CHARLESTON, W.Va. — Resolutions that could lower property tax on manufacturing machinery and automobiles debuted today in the state Senate, but Democrats are already vocal with their skepticism.
The view of the minority party is particularly important in this instance because passing the resolutions would require a two-thirds majority vote. The Senate has 14 Democrats and 20 Republicans, so three Democrats would be needed for passage.
Property taxes are specified in the state Constitution, and changing them would require a vote of the citizens of West Virginia.
Democrats who rose and spoke about the property tax resolutions said there would need to be a concrete plan to make up the money to county governments and local school boards, not just general promises of growth.
Republicans countered that the details can be worked out in committee and that West Virginia needs to reduce the property tax on equipment for manufacturers as an economic generator.
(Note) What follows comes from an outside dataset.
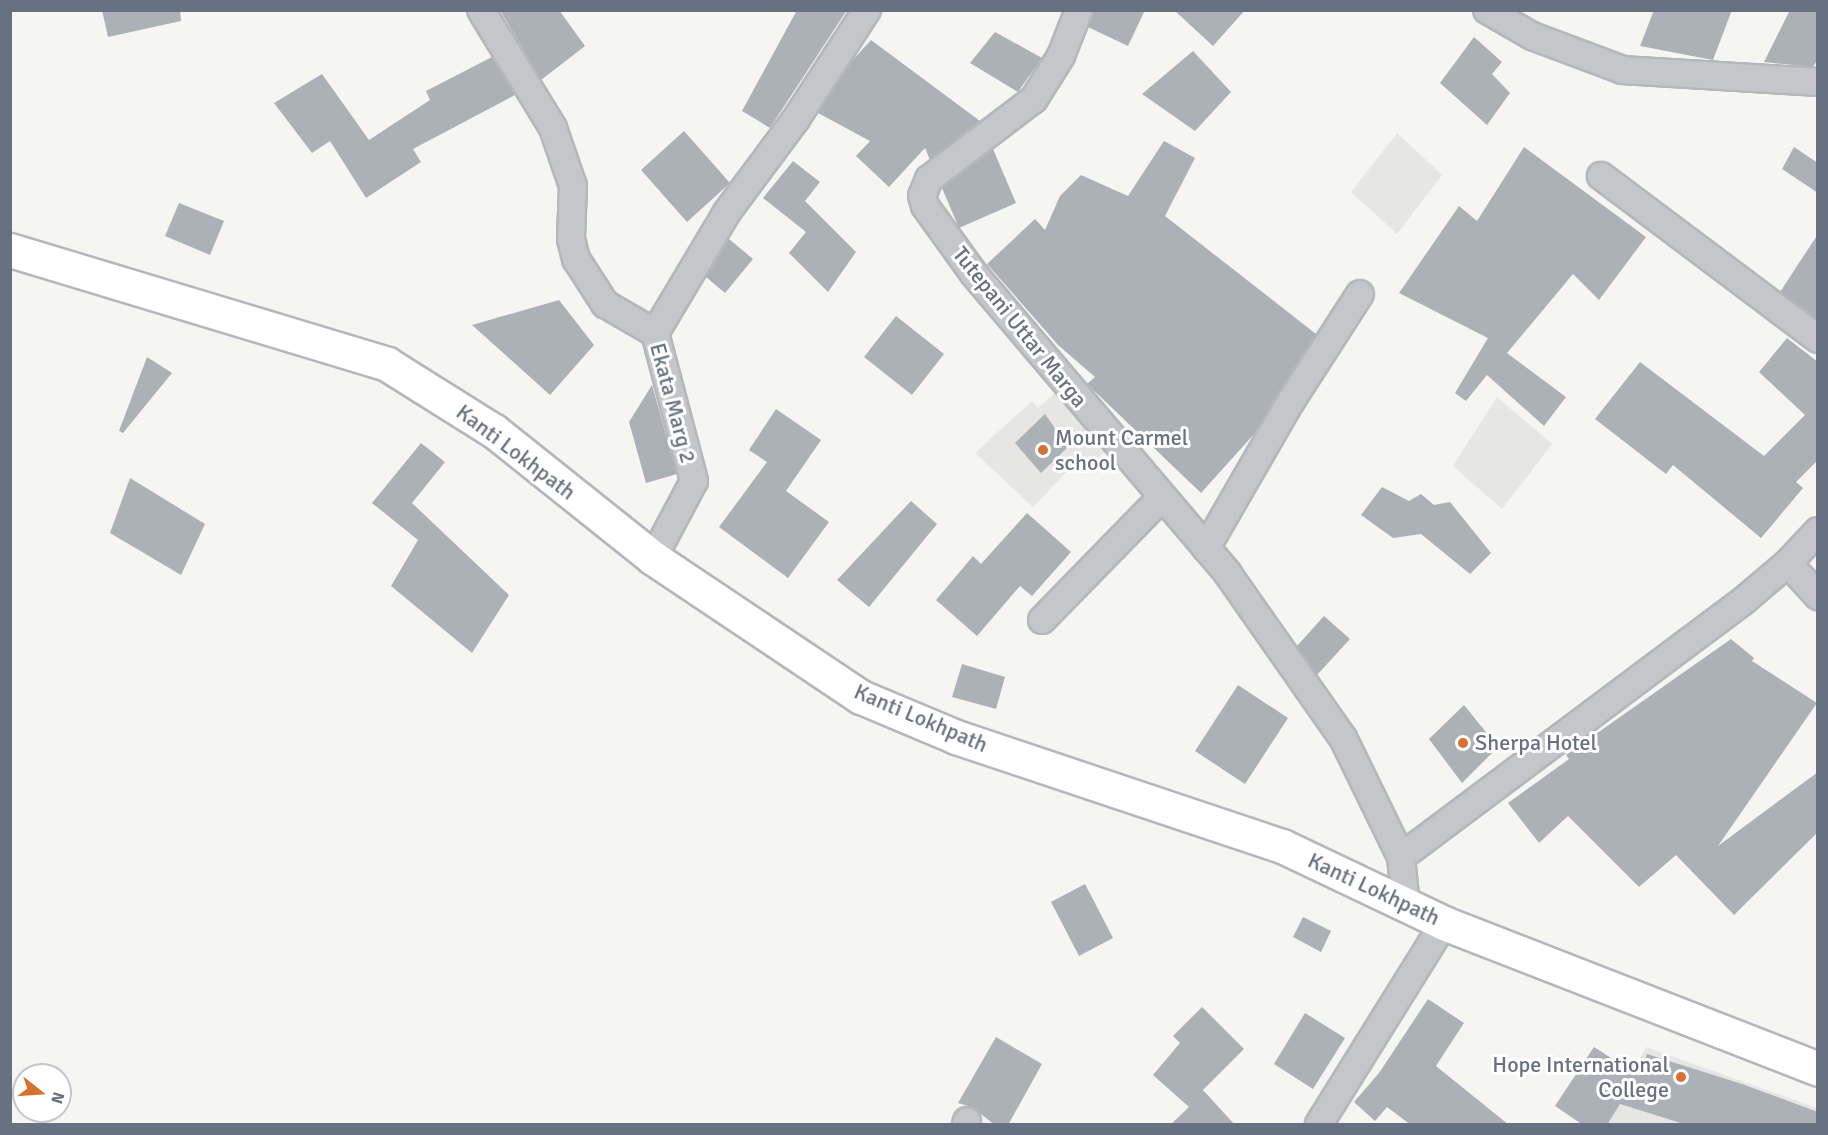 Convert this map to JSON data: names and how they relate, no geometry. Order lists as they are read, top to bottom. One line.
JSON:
{"streets":{"main road":["Kanti Lokhpath"],"street":["Tutepani Uttar Marga","Ekata Marg 2"]},"crossings":[["Tutepani Uttar Marga","Kanti Lokhpath"],["Ekata Marg 2","Kanti Lokhpath"]],"places":["Mount Carmel school","Sherpa Hotel","Hope International College"],"north":"right"} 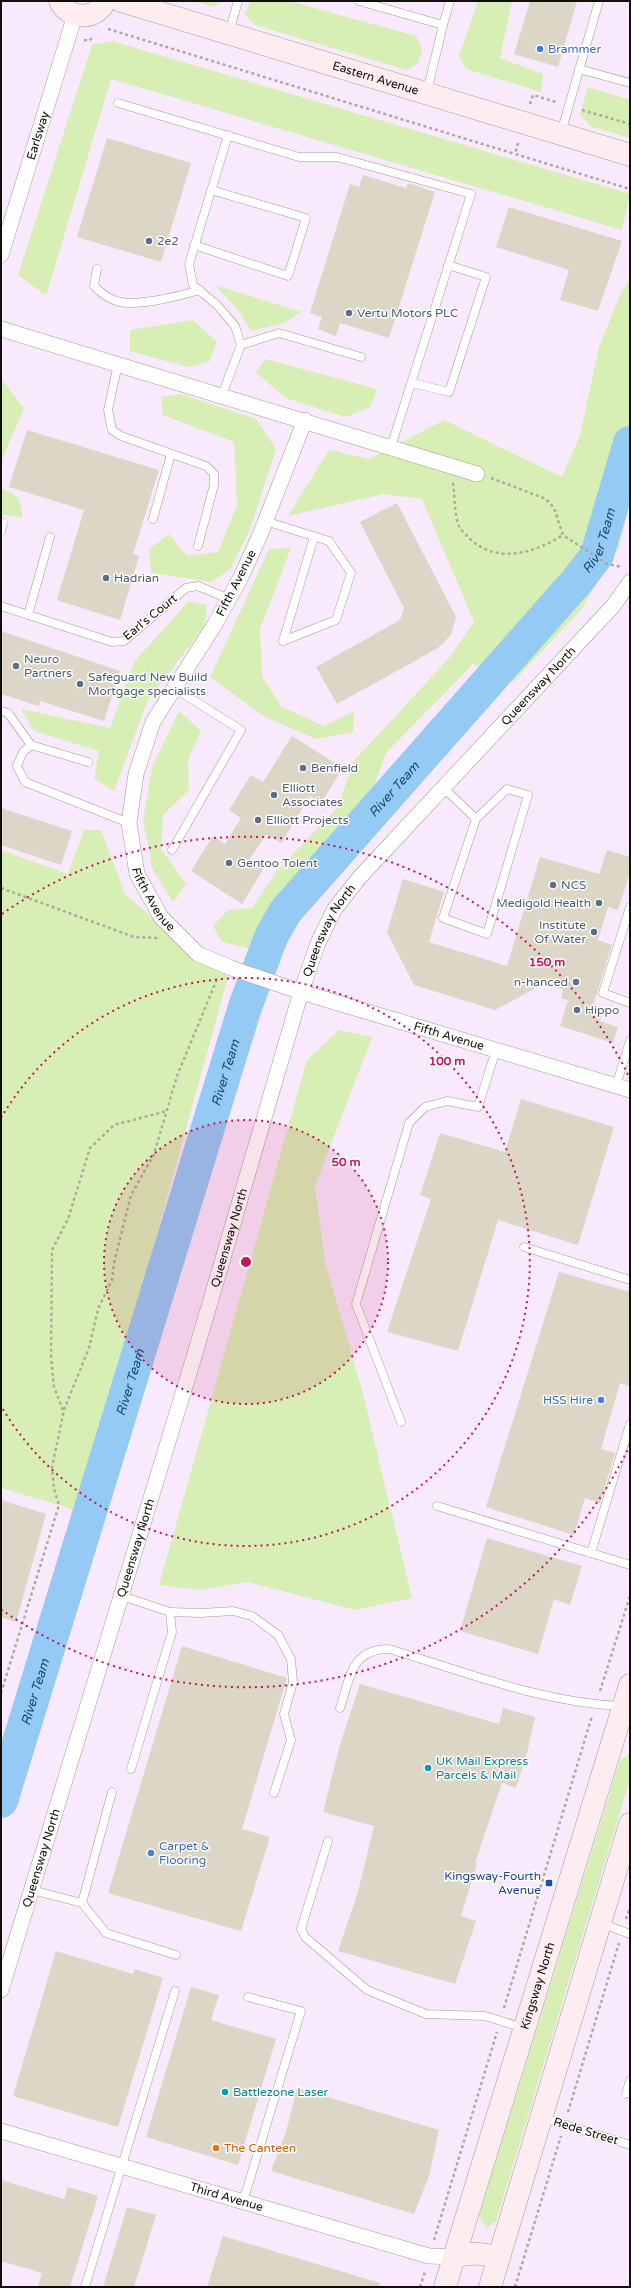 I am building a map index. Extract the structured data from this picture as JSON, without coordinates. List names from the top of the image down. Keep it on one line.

The Republican majority has been talking since prior to the session’s start about reducing or eliminating the property tax on manufacturing equipment, an issue that has come up repeatedly over the years.
That would come at a cost of about $100 million a year, an amount that could be phased out over time.
Today that resolution made its debut, generating debate from the moment of inception. It has been assigned to both the Senate Judiciary and Senate Finance committees, and it was unclear when it would be taken up.
That resolution was accompanied by a companion that would authorize the Legislature to lower or eliminate personal property taxes on motor vehicles.
Senate Minority Whip Corey Palumbo, D-Kanawha, in an interview after the floor session, said Democrats could be persuaded to get on board with property tax cuts but they need to hear a more specific plan to make counties whole
“I think there’s certainly a handful of Democrats who would be open to the idea of getting rid of the business inventory tax,” Palumbo said. “I think that what’s unclear at this point is how exactly we’re going to do it.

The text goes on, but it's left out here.